Degree | Type | Year | Semester |
---|---|---|---|
2501915 Environmental Sciences | OB | 2 | 1 |
It is advisable to have passed the course of Mathematics in the first year.
The objective of this course is to introduce the basic statistical tools to analyze data arising from experiments or observations, focusing on their correct use and the interpretation of the results. The practices with computer of this subject, that are realized with a statistical software package in the computer classroom, are an indispensable part of the course in order to achieve these goals.
1. Descriptive Statistics. Variability and errors. Precision and accuracy. Descriptive analysis of data from a single variable. Descriptive analysis of data from two variables: the regression line.
2. Probability. Basic properties of probability. Combinatorics. Conditional probability. Independence of events. Bayes Formula. Discrete random variables. Expected value and variance. Continuous random variables. Normal distribution. Approximation of the Binomial by Poisson or Normal distributions. Independence of random variables.
3. Statistics. Introduction to Statistics: population, sample, parameters and estimators. Sampling distributions. Confidence intervals. Introduction to hypothesis tests. Tests for the expected value and for the variance. Tests for the proportion. Tests of comparison of expected values and of variances for two normal populations. Tests of comparisons of two proportions. Khi-Square independence test. Normality tests and non-parametric tests.
The course consists of:
1. Theory classes where the basic concepts of the subject are introduced and the main techniques of statistics are explained, showing examples of their application.
2. Problem solving classes where the concepts and statistical tools introduced in the theory classes are put into practice by means of the analysis of concrete examples.
3. Practices with computer where the student will learn to use specific statistical software.
Annotation: Within the schedule set by the centre or degree programme, 15 minutes of one class will be reserved for students to evaluate their lecturers and their courses or modules through questionnaires.
Title | Hours | ECTS | Learning Outcomes |
---|---|---|---|
Type: Directed | |||
Practices with statistical software | 10 | 0.4 | 2, 6, 5, 11, 12, 8, 13, 1, 19, 14, 18, 17, 15, 16 |
Problem solving classes | 9 | 0.36 | 2, 10, 4, 6, 5, 11, 12, 8, 13, 1, 19, 14, 18, 17 |
Theory classes | 32 | 1.28 | 2, 6, 5, 12, 1, 19 |
Type: Supervised | |||
Tutoring | 10 | 0.4 | 10, 6, 5, 13, 1, 14, 17 |
Type: Autonomous | |||
Autonomous study | 80 | 3.2 | 2, 10, 6, 5, 12, 19, 17 |
The mark of the subject by continuous assessment, AC, will be obtained from:
according to the formula: AC = 0.35 E1 + 0.40 E2 + 0.25 P.
In order to pass the subject without having to retake, a minimum score of 3.5 must have been obtained in E1 and E2.
Under the last condition, the student passes the course if AC is greater than or equal to 5. Otherwise, the student has a recovery exam whose mark, ER, will replace the mark of the two partial examinations, E1 + E2, however the mark P of the practices is NOT recoverable.
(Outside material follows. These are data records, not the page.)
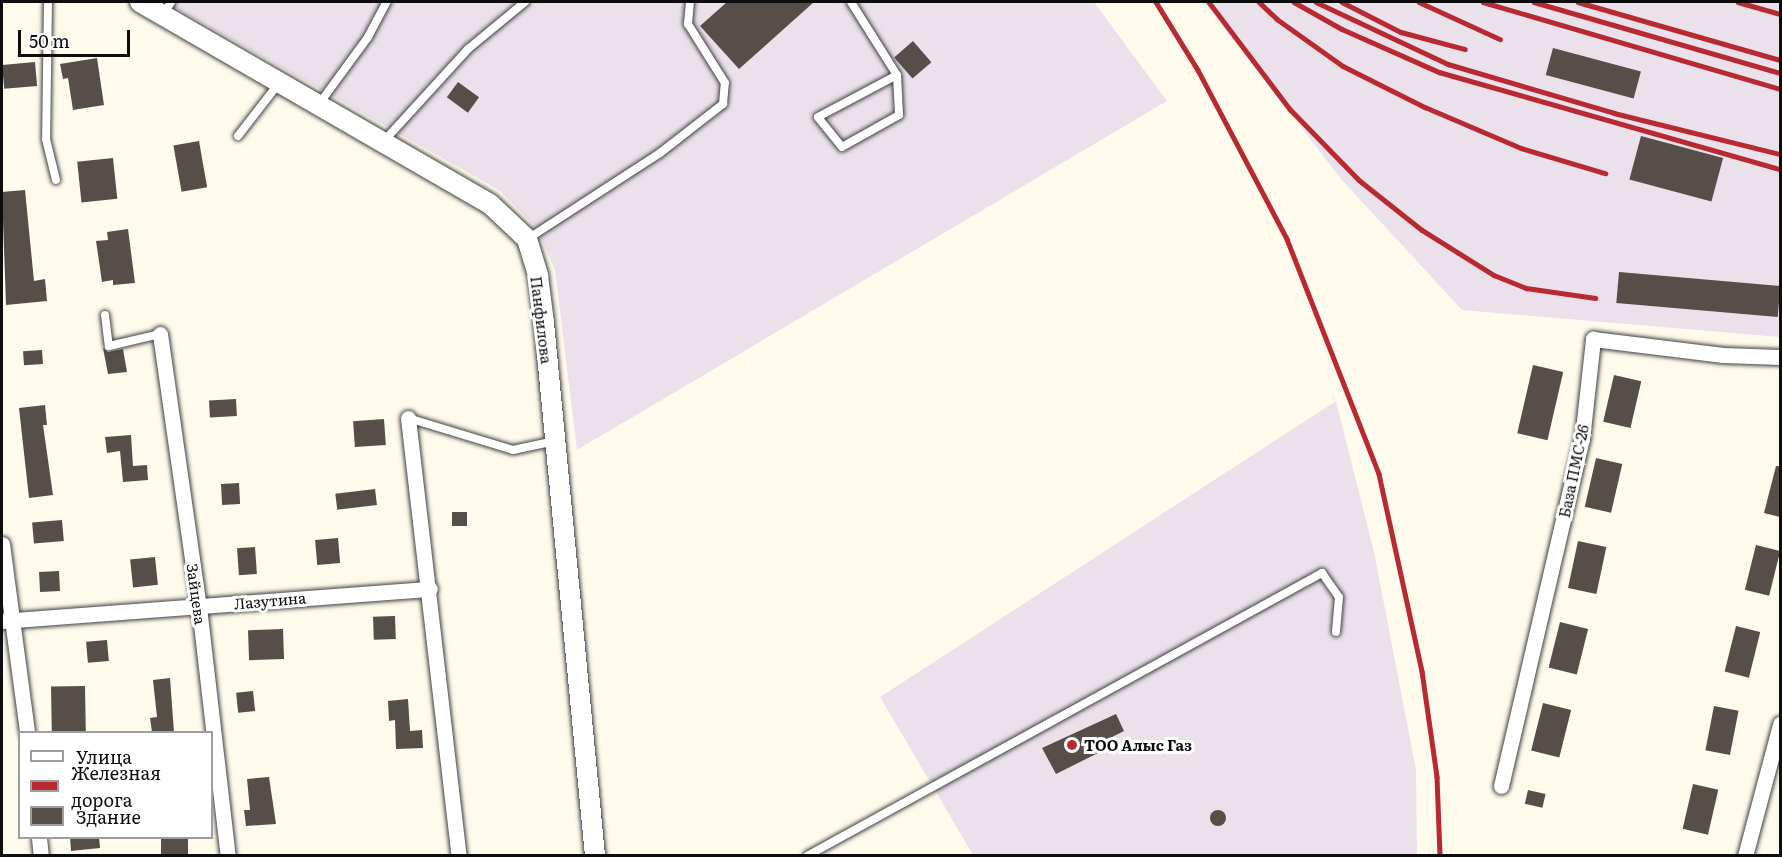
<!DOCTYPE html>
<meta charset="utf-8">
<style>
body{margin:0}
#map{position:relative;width:1782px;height:857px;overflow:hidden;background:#fefbed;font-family:Literata,serif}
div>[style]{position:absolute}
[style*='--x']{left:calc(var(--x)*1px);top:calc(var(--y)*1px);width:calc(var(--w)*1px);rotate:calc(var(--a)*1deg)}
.industrial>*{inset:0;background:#eae1eb}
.building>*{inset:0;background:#554e49;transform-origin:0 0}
.round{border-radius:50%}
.roads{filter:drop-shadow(0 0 2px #404040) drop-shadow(0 0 2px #404040)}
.service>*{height:8px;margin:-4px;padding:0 4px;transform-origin:4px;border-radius:4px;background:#fff}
.minor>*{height:15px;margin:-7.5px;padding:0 7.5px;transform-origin:7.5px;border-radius:7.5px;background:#fff}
.tertiary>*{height:20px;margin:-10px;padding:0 10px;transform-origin:10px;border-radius:10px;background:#fff}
.rail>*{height:4.5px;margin:-2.25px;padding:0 2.25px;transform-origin:2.25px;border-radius:2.25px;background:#b82931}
.dots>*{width:16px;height:16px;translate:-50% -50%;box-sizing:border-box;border:3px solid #fff;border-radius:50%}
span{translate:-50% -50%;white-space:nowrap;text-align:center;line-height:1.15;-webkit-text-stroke:6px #fff;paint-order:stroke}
.street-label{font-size:15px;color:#0d0d0d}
.poi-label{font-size:15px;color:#0d0d0d;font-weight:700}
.left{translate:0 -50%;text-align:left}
.frame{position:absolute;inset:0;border:3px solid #0d0d0d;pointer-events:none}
.legend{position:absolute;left:18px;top:731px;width:195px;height:108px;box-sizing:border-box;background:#fff;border:2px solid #9e9e9e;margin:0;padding:8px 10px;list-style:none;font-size:18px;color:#0d0d0d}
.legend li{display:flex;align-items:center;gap:12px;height:30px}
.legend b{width:30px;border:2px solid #9e9e9e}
.scale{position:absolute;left:18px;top:30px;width:112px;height:27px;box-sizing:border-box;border:3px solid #0d0d0d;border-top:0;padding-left:8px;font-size:18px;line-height:21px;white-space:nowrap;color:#0d0d0d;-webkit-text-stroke:4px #fff;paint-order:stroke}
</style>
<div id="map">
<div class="industrial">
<div style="clip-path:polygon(165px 2px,1094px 2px,1167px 101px,577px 450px,555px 270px,537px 229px,499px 190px)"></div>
<div style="clip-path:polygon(1204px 2px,1780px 2px,1780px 337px,1462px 310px,1341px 179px)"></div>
<div style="clip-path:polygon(1336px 401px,1374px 552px,1416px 770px,1417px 855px,973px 855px,880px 697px)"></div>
</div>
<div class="building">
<div style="clip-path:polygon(727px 2px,814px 2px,739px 69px,700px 26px)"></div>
<div style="left:913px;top:41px;width:28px;height:25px;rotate:49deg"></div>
<div style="left:1553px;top:48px;width:91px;height:28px;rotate:15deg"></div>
<div style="clip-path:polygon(97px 58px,104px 105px,73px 110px,68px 78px,63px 79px,60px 64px)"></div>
<div style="left:35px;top:62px;width:24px;height:33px;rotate:85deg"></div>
<div style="left:458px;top:82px;width:26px;height:19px;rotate:36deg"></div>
<div style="left:1641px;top:136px;width:85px;height:45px;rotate:15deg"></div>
<div style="left:199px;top:141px;width:47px;height:26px;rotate:80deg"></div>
<div style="left:113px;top:158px;width:41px;height:36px;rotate:84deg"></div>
<div style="clip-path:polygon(25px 190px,34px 281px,45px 279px,47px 301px,6px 305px,2px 192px)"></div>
<div style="clip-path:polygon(128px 229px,135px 283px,113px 285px,113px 280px,102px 282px,96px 241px,108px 240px,107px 232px)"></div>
<div style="left:1619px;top:272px;width:162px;height:31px;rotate:5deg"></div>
<div style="clip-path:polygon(103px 348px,108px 352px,123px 349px,127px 372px,108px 374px)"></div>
<div style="left:42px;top:350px;width:14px;height:19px;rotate:86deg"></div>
<div style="left:1533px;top:365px;width:31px;height:70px;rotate:13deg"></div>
<div style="left:1614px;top:375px;width:28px;height:48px;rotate:13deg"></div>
<div style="left:236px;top:399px;width:17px;height:27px;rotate:87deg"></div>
<div style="clip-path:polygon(45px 405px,47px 425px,43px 425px,53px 495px,29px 498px,19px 408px)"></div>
<div style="left:384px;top:419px;width:26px;height:31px;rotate:86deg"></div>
<div style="clip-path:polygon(131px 435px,133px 466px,147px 465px,148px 480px,123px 482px,120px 451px,107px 453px,105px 437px)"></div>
<div style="left:1596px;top:458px;width:27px;height:50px;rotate:13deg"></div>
<div style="clip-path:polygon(1776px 466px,1780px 466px,1780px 517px,1764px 513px)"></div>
<div style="left:239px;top:483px;width:21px;height:18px;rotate:87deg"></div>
<div style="left:375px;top:489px;width:16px;height:40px;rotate:83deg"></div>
<div style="left:467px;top:512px;width:14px;height:15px;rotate:90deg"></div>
<div style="left:62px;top:520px;width:21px;height:30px;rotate:85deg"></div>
<div style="left:338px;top:538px;width:25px;height:23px;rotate:85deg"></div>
<div style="left:1578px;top:541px;width:29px;height:48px;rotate:12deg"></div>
<div style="left:1756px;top:545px;width:25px;height:46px;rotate:14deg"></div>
<div style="left:255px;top:547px;width:27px;height:18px;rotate:86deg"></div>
<div style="left:155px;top:557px;width:28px;height:25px;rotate:84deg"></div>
<div style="left:59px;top:571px;width:20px;height:20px;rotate:87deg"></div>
<div style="left:395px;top:616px;width:23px;height:22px;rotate:88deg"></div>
<div style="left:1560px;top:622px;width:29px;height:47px;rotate:14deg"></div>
<div style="left:1736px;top:626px;width:25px;height:47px;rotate:14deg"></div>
<div style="left:283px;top:629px;width:30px;height:35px;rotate:88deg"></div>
<div style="left:107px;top:640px;width:21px;height:21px;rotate:85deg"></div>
<div style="clip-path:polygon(170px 678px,174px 732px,152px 732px,150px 718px,157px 717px,153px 680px)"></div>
<div style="left:85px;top:686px;width:46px;height:34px;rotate:89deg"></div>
<div style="left:253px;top:691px;width:20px;height:17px;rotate:84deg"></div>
<div style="clip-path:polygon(408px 699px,410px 731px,422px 730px,423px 748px,396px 749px,395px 720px,389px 721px,388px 701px)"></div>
<div style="left:1543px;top:703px;width:29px;height:49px;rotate:14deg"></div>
<div style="left:1714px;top:706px;width:25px;height:45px;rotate:11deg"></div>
<div style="clip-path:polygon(1116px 714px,1124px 731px,1096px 745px,1100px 752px,1056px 774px,1042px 748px)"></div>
<div style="clip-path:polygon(269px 777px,276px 824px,246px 826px,244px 810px,250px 810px,247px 779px)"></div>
<div style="left:1693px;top:784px;width:26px;height:46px;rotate:13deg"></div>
<div style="left:1528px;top:790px;width:18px;height:14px;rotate:13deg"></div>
<div class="round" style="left:1210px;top:810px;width:16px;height:16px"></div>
<div style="clip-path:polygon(70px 837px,99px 837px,100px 848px,71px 851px)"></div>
<div style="left:161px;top:837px;width:27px;height:18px"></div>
</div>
<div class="roads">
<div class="service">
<div style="--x:48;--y:2;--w:137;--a:90.8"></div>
<div style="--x:46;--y:139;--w:42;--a:76.3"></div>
<div style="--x:851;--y:2;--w:86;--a:57.8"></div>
<div style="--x:897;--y:75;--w:40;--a:87.1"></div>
<div style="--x:899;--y:115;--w:65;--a:150.7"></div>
<div style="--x:842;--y:147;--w:38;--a:-129"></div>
<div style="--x:818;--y:117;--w:89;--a:-28"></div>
<div style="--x:164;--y:14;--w:14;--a:-60"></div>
<div style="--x:319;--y:104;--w:83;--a:-53.8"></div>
<div style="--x:368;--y:37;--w:40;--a:-62"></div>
<div style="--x:238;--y:136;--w:67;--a:-52.3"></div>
<div style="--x:384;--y:141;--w:125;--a:-47.6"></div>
<div style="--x:468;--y:49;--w:74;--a:-39.5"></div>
<div style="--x:529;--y:238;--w:156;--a:-33"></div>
<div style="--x:660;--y:153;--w:80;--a:-37.9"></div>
<div style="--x:723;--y:104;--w:21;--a:-85"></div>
<div style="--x:725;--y:83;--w:70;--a:-122.1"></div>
<div style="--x:688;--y:24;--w:22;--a:-85"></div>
<div style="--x:105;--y:315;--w:31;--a:83"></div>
<div style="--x:109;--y:346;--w:52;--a:-13.2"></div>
<div style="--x:408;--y:418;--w:110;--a:16.9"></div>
<div style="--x:513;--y:450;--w:43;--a:-12.1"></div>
<div style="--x:807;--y:856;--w:588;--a:-28.79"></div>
<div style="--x:1322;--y:573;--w:29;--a:55"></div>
<div style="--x:1339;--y:597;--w:35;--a:95"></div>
</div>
<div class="minor">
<div style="--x:160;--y:334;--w:276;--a:81.9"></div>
<div style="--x:199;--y:607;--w:251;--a:83.4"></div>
<div style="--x:408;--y:418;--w:441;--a:83.4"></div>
<div style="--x:2;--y:544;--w:190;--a:82.4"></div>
<div style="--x:2;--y:621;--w:429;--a:-4.3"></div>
<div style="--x:1501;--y:786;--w:356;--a:-76.9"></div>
<div style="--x:1582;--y:439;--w:101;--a:-83.7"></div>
<div style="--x:1593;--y:339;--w:131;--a:7"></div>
<div style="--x:1723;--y:355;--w:57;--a:2"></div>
<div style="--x:39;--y:838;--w:18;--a:84"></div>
<div style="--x:1745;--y:856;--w:137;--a:-75.1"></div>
</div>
<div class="tertiary">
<div style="--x:140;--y:2;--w:404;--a:30"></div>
<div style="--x:490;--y:204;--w:51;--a:43.4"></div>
<div style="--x:527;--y:239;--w:39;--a:73"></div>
<div style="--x:538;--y:276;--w:47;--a:82.7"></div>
<div style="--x:544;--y:323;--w:535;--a:84.53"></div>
</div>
</div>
<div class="rail">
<div style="--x:1156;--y:2;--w:80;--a:58.3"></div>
<div style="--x:1198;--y:70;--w:191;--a:62.2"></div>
<div style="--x:1287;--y:239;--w:252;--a:68.6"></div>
<div style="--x:1379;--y:474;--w:202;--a:77.7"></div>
<div style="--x:1422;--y:671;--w:107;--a:81.9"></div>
<div style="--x:1437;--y:777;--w:79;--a:87.8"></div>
<div style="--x:1209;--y:2;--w:134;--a:52.9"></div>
<div style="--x:1290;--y:109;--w:99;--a:45.8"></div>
<div style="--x:1359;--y:180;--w:80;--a:38.4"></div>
<div style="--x:1422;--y:230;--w:85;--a:32"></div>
<div style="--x:1494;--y:275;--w:35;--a:22"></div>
<div style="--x:1526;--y:288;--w:70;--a:8.2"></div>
<div style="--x:1259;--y:2;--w:25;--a:43"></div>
<div style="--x:1277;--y:19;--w:81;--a:35.5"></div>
<div style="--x:1343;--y:66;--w:92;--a:26.6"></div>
<div style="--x:1425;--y:107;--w:104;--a:23.1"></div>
<div style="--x:1521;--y:148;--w:88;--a:16.6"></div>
<div style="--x:1294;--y:2;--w:55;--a:29.4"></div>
<div style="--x:1342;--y:29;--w:106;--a:23.9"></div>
<div style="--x:1439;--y:72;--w:355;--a:15.9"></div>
<div style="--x:1316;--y:2;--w:146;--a:25.2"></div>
<div style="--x:1448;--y:64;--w:173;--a:16.4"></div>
<div style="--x:1614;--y:113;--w:171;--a:13.9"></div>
<div style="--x:1342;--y:2;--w:66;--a:27"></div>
<div style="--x:1401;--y:32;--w:66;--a:14.9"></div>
<div style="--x:1419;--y:2;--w:89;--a:24.6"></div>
<div style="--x:1483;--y:2;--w:309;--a:16.3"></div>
<div style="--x:1534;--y:2;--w:256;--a:16.1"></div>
<div style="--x:1578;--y:2;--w:210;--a:16"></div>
<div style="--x:1738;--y:2;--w:44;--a:15.9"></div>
</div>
<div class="dots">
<div style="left:1072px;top:745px;background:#b82931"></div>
</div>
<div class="street-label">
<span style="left:542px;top:320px;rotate:83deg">Панфилова</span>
<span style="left:1573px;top:471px;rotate:-78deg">База ПМС-26</span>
<span style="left:197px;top:594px;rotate:82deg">Зайцева</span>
<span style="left:270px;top:600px;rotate:-5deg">Лазутина</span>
</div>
<div class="poi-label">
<span class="left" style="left:1084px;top:745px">ТОО Алыс Газ</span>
</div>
<div class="frame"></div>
<ul class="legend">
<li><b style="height:8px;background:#fff"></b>Улица</li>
<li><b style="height:8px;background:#b82931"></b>Железная дорога</li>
<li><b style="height:16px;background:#554e49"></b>Здание</li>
</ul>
<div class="scale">50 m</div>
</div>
In order to be able to attend the recovery exam, the student must have previously been evaluated of continuous assessment activities that are equivalent to 2/3 of the total.
It is considered that the student presents himself for the evaluation of the course if he has participated in evaluation activities that exceed 50% of the total.
Title | Weighting | Hours | ECTS | Learning Outcomes |
---|---|---|---|---|
Exam E1 | 35% | 3 | 0.12 | 2, 3, 10, 4, 6, 5, 9, 11, 12, 7, 8, 13, 1, 19, 18, 17 |
Exam E2 | 40% | 3 | 0.12 | 2, 3, 10, 4, 6, 5, 9, 11, 12, 7, 8, 13, 1, 19, 18, 17 |
Practice P | 25% | 3 | 0.12 | 2, 10, 6, 5, 12, 1, 19, 14, 17, 15, 16 |
1. Delgado, R. Probabilidad y Estadística para ciencias e ingenierías, Editorial Delta, 2008.
2. Bardina, X., Farré, M. Estadística descriptiva, Manuals UAB, 2009.
3. Devore, Jay L. Probabilidad y Estadística para ingeniería y ciencias, International Thomson Editores, 1998.
4. Milton. J. S. Estadística para Biología y Ciencias de la Salud, Interamericana de España, McGraw-Hill, 1994.
5. Moore, D. S. Estadística aplicada básica, Antoni Bosch editor, 2000.
We will use the software RCommander.